Юа, испытывающий и стыд, и неловкость, и обиженное детское сожаление, что вообще встрял и полез, несвязно и угрюмо нечто нечленораздельное пробухтел. Поерзал, неаккуратно сбросив с себя полотенце и вновь за тем потянувшись, на месте, и близко не догадываясь, насколько Микель Рейнхарт, остро за ним наблюдающий, уплывал, глядя на худое, белое, соблазнительно тело с распущенными волосами до подвздошных косточек, одетое в одежду, снятую с большого хозяйского плеча: мальчик кутался в чересчур безразмерную для него белую рубашку и накинутую поверх той меховую жилетку, потешно и раздраженно поправлял закатанные штанины грубых синих джинсов, так или иначе висящих мешком на бедрах да безбожно — или обожествленно, это как посмотреть — сползающих с задницы.
Еще чуть погодя Микель сообразил, что полотенце, которым мальчик вытирался, было тоже изначально его, вобрав частички кожи, волос, одеколона и самых беззастенчиво протертых укромных уголков, и теперь, окутав Юа, исторгало уже их общие перемешанные запахи, понукая сегодня же перед сном в обязательном порядке принять ванну, чтобы после, запахнувшись в эту самую красную тряпицу, представлять, что тело накрывает не безразличная нежеланная ткань, а шелк разметанных по груди иссиних прядей…
Об этом тут же захотелось сообщить — Рейнхарту вообще по возможности не хотелось ничего от этого создания утаивать, — но последствия обещали быть плачевными, бесценное полотенце могло пострадать, и он, мысленно закусив губы, оставил на сей раз всё при себе.
— Об этой твоей рыбине, — прерывая ход развратных, тревожных и интригующих фантазий, прочно засевших в разлохмаченной кучерявой голове, подал голосок решившийся, наконец, мальчик-розочка. — Зачем ты держишь её в ванне, если можно просто отпустить в море, океан, реку какую-нибудь — да куда угодно?

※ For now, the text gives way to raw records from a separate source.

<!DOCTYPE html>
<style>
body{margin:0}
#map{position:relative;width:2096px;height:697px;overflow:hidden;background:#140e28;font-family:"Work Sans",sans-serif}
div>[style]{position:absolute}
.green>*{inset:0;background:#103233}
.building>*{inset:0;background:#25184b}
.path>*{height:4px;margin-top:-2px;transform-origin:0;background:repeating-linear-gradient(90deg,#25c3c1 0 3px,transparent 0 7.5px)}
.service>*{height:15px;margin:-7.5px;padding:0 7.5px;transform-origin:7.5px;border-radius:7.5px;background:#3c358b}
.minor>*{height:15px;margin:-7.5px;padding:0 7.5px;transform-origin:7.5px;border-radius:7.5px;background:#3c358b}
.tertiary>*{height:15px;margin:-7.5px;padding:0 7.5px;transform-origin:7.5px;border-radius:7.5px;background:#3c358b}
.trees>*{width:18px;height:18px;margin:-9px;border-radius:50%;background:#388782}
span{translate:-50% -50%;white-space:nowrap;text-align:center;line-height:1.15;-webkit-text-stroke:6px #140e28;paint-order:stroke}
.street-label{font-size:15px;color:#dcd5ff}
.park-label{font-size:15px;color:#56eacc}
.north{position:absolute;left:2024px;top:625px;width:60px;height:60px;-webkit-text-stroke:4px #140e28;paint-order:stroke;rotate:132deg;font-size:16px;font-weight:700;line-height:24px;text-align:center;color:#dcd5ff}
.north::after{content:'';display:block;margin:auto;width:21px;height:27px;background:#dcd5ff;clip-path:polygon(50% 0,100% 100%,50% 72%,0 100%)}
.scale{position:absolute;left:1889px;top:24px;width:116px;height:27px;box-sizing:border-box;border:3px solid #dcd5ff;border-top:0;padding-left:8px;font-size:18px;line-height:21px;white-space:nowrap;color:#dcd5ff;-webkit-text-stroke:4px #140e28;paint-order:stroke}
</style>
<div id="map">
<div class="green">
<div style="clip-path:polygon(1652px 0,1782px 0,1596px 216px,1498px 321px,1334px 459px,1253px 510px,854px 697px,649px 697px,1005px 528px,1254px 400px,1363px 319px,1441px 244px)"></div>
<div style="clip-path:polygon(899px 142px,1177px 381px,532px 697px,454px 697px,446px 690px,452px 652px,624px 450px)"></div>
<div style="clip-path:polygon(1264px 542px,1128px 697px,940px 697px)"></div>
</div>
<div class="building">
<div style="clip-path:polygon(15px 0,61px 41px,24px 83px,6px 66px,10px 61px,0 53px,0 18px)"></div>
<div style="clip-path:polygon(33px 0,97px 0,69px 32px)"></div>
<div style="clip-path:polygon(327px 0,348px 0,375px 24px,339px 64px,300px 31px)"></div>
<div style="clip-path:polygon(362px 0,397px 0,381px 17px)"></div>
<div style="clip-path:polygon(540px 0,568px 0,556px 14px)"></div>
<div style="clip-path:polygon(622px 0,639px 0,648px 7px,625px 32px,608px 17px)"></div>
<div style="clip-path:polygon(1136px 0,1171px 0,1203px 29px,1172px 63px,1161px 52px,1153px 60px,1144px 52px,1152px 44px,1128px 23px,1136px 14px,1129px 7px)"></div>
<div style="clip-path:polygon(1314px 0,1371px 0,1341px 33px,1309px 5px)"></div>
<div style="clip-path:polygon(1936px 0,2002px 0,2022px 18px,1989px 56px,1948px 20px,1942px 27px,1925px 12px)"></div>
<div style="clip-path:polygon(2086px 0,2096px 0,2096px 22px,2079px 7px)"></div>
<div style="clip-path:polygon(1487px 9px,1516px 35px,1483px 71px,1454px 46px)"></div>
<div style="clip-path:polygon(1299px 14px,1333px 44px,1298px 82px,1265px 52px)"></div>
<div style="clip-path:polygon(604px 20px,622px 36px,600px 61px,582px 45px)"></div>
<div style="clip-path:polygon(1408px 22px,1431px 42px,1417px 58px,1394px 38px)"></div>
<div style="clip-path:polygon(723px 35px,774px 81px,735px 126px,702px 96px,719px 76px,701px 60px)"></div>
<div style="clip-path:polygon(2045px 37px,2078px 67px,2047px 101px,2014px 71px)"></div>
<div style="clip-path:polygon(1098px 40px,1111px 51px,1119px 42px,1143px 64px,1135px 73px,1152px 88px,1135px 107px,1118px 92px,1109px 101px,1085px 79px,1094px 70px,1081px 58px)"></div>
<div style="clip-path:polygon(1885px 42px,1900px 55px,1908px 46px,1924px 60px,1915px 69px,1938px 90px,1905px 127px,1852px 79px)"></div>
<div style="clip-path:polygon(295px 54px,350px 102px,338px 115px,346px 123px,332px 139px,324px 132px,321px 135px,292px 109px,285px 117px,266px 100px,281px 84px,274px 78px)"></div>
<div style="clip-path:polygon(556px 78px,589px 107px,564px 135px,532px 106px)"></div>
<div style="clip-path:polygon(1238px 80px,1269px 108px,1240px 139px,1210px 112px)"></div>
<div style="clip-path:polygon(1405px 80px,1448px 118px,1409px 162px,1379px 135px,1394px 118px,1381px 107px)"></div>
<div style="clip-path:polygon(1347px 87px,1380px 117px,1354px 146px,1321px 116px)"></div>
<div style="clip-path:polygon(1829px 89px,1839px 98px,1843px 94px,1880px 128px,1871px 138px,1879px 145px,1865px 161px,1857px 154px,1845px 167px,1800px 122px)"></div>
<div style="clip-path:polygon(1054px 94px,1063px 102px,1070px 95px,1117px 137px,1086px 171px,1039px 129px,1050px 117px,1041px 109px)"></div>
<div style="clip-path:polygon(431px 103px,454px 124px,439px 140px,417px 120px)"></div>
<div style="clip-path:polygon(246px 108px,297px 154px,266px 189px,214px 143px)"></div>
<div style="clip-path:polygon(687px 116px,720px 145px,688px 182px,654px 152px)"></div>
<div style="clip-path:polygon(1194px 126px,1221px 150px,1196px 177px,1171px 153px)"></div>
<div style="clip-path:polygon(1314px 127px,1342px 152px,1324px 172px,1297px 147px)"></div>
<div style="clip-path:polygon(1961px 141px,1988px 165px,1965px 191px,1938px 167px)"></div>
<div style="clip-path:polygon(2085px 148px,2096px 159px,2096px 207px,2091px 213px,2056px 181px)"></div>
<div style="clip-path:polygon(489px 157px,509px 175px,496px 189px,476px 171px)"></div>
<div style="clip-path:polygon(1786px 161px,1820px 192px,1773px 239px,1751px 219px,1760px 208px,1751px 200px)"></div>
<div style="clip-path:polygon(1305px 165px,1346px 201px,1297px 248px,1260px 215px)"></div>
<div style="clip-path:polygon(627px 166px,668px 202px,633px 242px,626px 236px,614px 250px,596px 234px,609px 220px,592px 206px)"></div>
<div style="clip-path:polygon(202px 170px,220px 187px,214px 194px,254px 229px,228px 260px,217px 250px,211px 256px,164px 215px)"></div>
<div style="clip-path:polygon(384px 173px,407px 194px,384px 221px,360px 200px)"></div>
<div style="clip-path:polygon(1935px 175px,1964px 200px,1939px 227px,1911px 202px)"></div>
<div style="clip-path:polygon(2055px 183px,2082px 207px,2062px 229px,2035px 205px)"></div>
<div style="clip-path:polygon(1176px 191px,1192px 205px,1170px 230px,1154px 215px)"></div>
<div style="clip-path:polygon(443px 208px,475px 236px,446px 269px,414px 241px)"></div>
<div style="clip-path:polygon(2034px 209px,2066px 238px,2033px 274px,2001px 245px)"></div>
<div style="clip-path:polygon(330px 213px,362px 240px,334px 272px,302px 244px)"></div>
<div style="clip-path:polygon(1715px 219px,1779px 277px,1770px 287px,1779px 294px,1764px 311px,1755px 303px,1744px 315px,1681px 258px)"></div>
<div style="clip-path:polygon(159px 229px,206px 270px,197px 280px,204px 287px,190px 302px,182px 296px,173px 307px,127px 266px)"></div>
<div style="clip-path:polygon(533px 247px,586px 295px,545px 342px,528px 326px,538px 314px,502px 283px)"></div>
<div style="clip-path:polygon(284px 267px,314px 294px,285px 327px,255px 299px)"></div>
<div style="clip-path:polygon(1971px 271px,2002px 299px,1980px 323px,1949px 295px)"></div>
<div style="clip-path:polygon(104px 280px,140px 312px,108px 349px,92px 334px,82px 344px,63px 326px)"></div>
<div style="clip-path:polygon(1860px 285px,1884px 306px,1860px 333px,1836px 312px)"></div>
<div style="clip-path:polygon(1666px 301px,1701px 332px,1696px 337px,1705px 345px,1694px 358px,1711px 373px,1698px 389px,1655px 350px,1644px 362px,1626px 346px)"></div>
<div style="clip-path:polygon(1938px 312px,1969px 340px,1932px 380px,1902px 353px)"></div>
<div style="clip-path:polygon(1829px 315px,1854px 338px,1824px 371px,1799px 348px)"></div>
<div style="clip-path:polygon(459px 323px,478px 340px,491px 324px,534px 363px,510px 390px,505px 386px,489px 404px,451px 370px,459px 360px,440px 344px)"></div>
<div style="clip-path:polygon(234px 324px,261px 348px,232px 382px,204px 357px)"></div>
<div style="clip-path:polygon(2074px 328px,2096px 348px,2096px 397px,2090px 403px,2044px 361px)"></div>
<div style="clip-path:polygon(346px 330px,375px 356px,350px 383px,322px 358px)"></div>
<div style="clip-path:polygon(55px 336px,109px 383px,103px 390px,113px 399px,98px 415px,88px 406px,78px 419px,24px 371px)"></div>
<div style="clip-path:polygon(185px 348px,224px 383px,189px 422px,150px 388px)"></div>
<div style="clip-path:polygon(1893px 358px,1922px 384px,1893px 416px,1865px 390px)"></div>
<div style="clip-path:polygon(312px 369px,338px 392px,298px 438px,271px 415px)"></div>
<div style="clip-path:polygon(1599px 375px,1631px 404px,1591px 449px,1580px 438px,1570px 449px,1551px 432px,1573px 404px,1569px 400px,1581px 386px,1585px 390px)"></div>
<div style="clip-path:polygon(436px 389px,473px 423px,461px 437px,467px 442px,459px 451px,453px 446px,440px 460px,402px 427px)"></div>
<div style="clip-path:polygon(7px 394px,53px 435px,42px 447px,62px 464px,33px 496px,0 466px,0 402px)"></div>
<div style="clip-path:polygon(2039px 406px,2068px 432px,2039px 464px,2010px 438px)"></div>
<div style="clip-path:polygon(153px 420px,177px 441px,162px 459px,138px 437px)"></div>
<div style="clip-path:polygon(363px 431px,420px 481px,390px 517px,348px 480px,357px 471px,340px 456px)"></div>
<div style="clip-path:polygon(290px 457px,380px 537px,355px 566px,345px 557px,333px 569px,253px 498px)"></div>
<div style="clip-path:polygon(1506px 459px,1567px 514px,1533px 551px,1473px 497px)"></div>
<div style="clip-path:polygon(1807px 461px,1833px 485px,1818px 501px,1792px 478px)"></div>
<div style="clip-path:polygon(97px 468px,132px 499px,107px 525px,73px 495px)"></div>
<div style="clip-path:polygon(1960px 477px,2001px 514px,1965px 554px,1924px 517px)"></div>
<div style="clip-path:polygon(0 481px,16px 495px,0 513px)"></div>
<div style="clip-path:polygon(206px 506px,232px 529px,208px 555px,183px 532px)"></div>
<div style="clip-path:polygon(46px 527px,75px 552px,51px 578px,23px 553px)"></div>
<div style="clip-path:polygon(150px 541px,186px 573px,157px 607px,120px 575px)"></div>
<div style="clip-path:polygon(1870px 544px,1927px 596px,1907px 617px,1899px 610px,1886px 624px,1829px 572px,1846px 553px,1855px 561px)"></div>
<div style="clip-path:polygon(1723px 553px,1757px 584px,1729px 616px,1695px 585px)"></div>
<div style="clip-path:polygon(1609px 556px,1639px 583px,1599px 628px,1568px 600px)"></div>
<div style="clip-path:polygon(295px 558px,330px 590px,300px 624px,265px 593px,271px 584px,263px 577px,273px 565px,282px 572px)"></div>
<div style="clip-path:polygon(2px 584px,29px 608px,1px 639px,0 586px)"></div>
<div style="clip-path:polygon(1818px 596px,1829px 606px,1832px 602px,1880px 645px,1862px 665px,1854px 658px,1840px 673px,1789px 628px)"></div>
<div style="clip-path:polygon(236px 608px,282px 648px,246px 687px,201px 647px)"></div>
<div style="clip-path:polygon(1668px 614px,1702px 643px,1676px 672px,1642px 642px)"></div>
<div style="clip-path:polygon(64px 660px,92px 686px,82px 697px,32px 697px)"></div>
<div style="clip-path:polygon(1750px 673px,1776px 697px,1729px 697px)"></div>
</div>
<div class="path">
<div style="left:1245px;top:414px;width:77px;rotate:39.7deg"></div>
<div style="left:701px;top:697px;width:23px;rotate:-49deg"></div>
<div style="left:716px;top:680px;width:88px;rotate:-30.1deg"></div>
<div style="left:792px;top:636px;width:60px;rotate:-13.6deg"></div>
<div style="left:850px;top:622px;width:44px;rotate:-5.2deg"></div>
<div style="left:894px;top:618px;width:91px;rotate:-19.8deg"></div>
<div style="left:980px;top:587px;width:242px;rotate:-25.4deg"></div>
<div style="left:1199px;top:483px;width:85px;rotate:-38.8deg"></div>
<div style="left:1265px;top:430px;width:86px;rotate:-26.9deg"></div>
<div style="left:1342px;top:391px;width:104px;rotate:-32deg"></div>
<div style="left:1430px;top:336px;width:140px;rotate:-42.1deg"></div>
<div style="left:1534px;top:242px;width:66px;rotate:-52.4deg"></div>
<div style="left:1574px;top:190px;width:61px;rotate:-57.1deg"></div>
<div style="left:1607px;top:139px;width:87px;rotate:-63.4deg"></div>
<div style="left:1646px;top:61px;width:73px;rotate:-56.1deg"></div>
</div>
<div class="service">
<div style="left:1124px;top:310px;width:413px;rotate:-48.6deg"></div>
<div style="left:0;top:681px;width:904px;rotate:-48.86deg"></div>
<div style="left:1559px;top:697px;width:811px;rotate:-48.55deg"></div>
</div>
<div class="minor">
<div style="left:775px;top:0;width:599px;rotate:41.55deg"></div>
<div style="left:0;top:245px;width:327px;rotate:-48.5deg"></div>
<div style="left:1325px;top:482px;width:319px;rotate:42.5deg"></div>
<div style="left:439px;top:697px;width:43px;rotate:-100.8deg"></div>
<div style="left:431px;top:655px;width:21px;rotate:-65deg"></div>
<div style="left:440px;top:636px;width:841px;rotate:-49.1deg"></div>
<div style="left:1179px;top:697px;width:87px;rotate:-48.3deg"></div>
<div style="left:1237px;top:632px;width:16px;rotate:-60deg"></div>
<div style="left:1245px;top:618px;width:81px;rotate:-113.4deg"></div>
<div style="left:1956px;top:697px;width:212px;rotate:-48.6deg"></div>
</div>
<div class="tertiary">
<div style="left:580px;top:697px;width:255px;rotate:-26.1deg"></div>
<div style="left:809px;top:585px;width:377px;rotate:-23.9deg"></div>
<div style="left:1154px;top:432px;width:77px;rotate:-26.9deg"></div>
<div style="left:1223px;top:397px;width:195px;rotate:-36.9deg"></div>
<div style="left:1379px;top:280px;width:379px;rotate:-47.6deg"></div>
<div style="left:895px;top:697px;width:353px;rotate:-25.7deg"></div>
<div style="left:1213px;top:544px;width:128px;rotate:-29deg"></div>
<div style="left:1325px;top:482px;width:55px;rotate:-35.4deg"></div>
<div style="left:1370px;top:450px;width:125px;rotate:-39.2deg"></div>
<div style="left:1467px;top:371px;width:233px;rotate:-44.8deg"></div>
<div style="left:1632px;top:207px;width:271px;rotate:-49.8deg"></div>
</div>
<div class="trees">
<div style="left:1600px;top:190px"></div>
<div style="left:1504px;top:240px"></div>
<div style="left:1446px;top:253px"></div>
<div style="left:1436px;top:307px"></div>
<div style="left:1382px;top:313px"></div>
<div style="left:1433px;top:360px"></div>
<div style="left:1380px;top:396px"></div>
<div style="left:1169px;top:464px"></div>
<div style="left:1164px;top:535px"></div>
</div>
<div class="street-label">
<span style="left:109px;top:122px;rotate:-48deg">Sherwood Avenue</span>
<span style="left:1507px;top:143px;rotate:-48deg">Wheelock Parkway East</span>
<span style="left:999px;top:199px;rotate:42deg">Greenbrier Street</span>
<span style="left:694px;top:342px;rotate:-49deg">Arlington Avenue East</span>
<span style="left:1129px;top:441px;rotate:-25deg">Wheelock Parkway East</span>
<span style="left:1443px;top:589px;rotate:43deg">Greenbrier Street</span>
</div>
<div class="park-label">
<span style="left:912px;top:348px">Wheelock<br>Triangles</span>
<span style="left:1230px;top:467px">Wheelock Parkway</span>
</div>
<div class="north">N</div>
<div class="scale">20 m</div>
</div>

Это же рыба, в конце концов. Дикая вроде бы рыба. Там ей явно будет лучше, чем здесь, в этой садистичной тесноте, которую ты для нее устроил.
— Я потрясен, изумлен и благодарен, что ты задумался о благополучии лорда Кота, счастье моих серых дней, и, уверен, он благодарен тебе за оказанную заботу тоже… — Проследив за беглым лисьим взглядом, Уэльс уяснил, что гребаный «лорд» никуда не подевался и продолжал томиться тут же, всё, что у них творилось и говорилось, своими безухими ушами подслушивая: совсем неподалеку, под задней лапой медвежьего чучела, сменившего газету на толстый фолиант червонной Библии. Рыбина булькала в устроенной Рейнхартом зеленой похлебке, всплывала, била хвостом, поливала брызгами пол и с натяжным скрипом переворачивалась, тараща страдальческие глаза не хуже любой собаки. — Но я абсолютно не имею понятия, к какому виду благородных подводных обывателей он принадлежит, и как в таком случае я могу знать, что не прогадаю и не сделаю только хуже, отпустив речную тварь — в соленое море или морскую тварь — в пресный мелководный водосток?
Юа непонимающе приопустил и, передумав, приподнял обратно затерявшиеся под челкой брови.